Daily Newsletter

15 November 2024

Daily Newsletter

15 November 2024

Ovintiv expands Montney assets with $2.3bn acquisition from Paramount Resources

This acquisition will significantly enhance Ovintiv's portfolio in the Montney region.

robertsailo November 15 2024

Ovintiv has signed a definitive purchase agreement to acquire Montney assets from Paramount Resources in an all-cash transaction valued at approximately $2.37bn (C$3.33bn).

This acquisition will significantly enhance Ovintiv's portfolio in the Montney region, adding approximately 70,000 barrels of oil equivalent per day of production and 109,000 net acres, with 80% of the property undeveloped.

The assets are strategically located near Ovintiv's existing operations and have access to midstream infrastructure with available capacity.

The transaction received unanimous approval from Ovintiv’s board of directors.

Ovintiv President and CEO Brendan McCracken said: “We are acquiring top decile rate of return assets in the heart of the Montney oil window. This acquisition is the targeted result of our in-depth technical and commercial analysis of the basin to identify the highest-value undeveloped oil resource.
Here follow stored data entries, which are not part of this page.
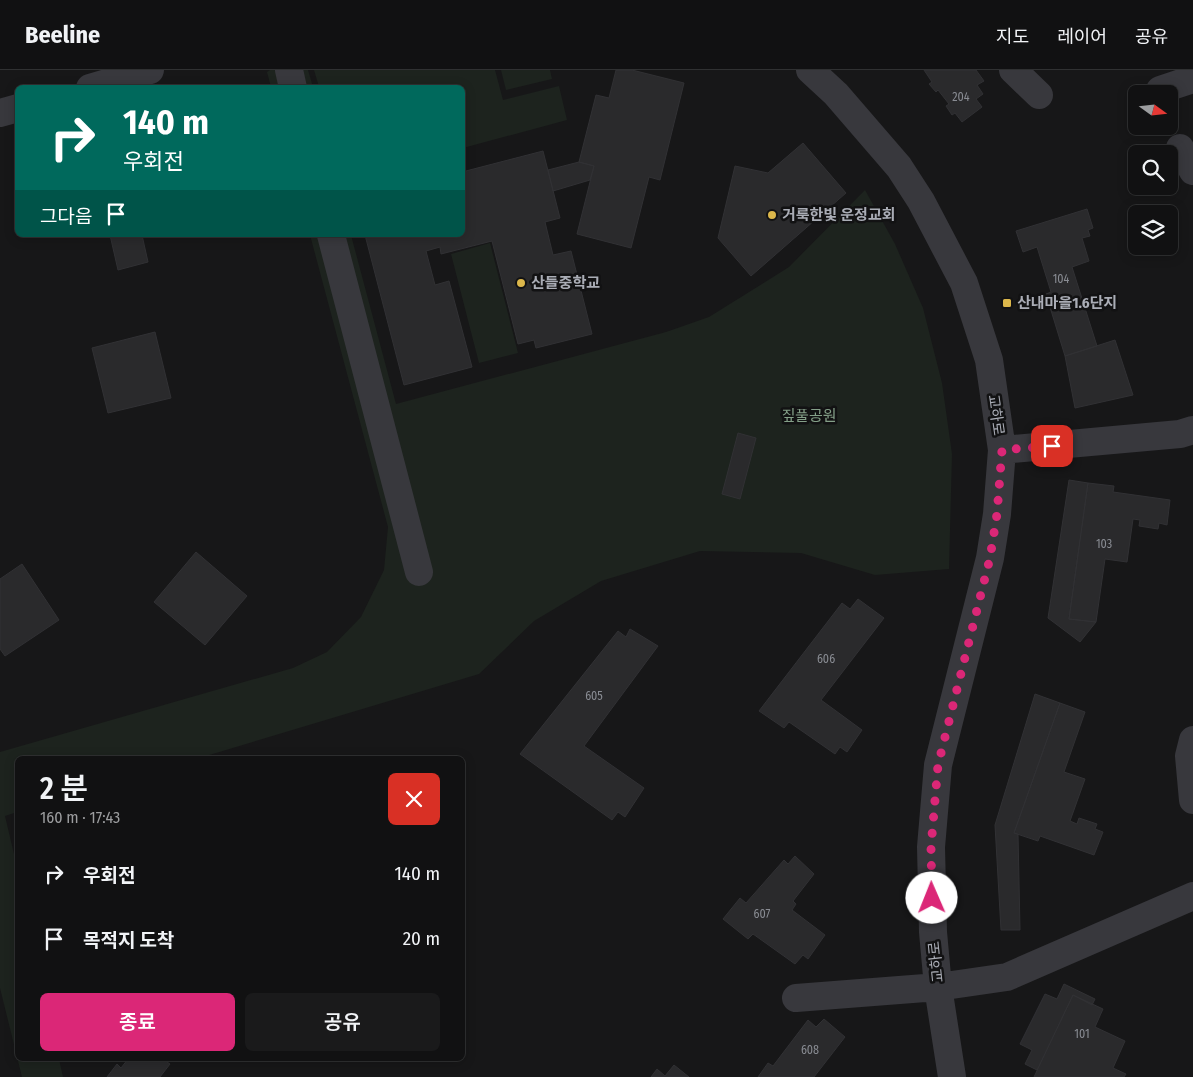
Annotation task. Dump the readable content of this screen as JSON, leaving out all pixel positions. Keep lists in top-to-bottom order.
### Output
{
  "streets": {
    "street": ["교하로"]
  },
  "parks": ["짚풀공원"],
  "places": {
    "other": ["거룩한빛 운정교회", "산들중학교"],
    "transit": ["산내마을1.6단지"]
  },
  "house_numbers": [
    "204",
    "104",
    "103",
    "606",
    "605",
    "607",
    "101",
    "608"
  ],
  "north": "right",
  "page": {
    "header": "Beeline",
    "nav": ["지도", "레이어", "공유"],
    "turn": ["140 m", "우회전"],
    "then": "그다음",
    "heading": ["2 분", "160 m · 17:43"],
    "list": [
      {
        "name": "우회전",
        "value": "140 m"
      },
      {
        "name": "목적지 도착",
        "value": "20 m"
      }
    ],
    "buttons": ["종료", "공유"]
  }
}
“The acquired assets have demonstrated leading well performance and are a natural fit with our operating advantage and our existing acreage. The assets come with ample midstream capacity, unlocking optionality for mid-single digit growth in our Montney oil and condensate volumes.

“The Montney is the second-largest undeveloped oil resource in North America, and with this acquisition, we have solidified our position as the premier operator in the play.”
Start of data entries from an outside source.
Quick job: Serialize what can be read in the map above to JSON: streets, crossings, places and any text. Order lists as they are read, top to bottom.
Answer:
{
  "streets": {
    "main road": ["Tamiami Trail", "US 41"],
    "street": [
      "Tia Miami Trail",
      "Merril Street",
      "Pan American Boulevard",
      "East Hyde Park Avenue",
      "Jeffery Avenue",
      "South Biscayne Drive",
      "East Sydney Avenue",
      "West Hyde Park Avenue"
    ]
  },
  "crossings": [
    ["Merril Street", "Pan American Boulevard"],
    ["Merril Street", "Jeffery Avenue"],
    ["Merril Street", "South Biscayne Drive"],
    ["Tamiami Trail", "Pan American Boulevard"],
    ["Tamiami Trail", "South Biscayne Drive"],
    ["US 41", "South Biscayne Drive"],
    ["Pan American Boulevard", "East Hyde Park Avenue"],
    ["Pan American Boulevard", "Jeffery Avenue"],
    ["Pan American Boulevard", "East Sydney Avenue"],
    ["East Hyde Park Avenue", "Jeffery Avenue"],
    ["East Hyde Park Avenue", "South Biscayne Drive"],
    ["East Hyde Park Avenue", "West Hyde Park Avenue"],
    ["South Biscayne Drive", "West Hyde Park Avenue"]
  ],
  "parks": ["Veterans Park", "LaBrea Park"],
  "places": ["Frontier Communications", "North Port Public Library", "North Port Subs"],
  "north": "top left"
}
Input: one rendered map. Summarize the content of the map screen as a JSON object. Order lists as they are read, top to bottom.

The Montney acquisition expands Ovintiv’s premium oil and condensate inventory to approximately 15 years, adding 600 premium return locations and 300 upside locations.

As part of the Montney transaction, Ovintiv will transfer ownership of its Horn River asset in British Columbia to Paramount, while Paramount will transfer ownership of its Zama asset in Alberta to Ovintiv.

Ovintiv has also agreed to sell its Uinta Basin assets in Utah to FourPoint Resources for $2bn.

The company anticipates these combined transactions will increase its 2025 non-GAAP free cash flow by approximately $300m, boosting free cash flow per share by 20%.

The Montney acquisition will be funded through proceeds from the Uinta sale, cash on hand and borrowings under Ovintiv’s credit facility.

Ovintiv has secured bridge financing from JPMorgan Chase Bank and Morgan Stanley Senior Funding.

The transactions are expected to generate cost synergies of approximately $125m annually, primarily from well cost savings and overhead reductions.

Post-transaction, Ovintiv’s portfolio will focus on anchor positions in the Montney and Permian, supported by strong cash flows from its Anadarko asset.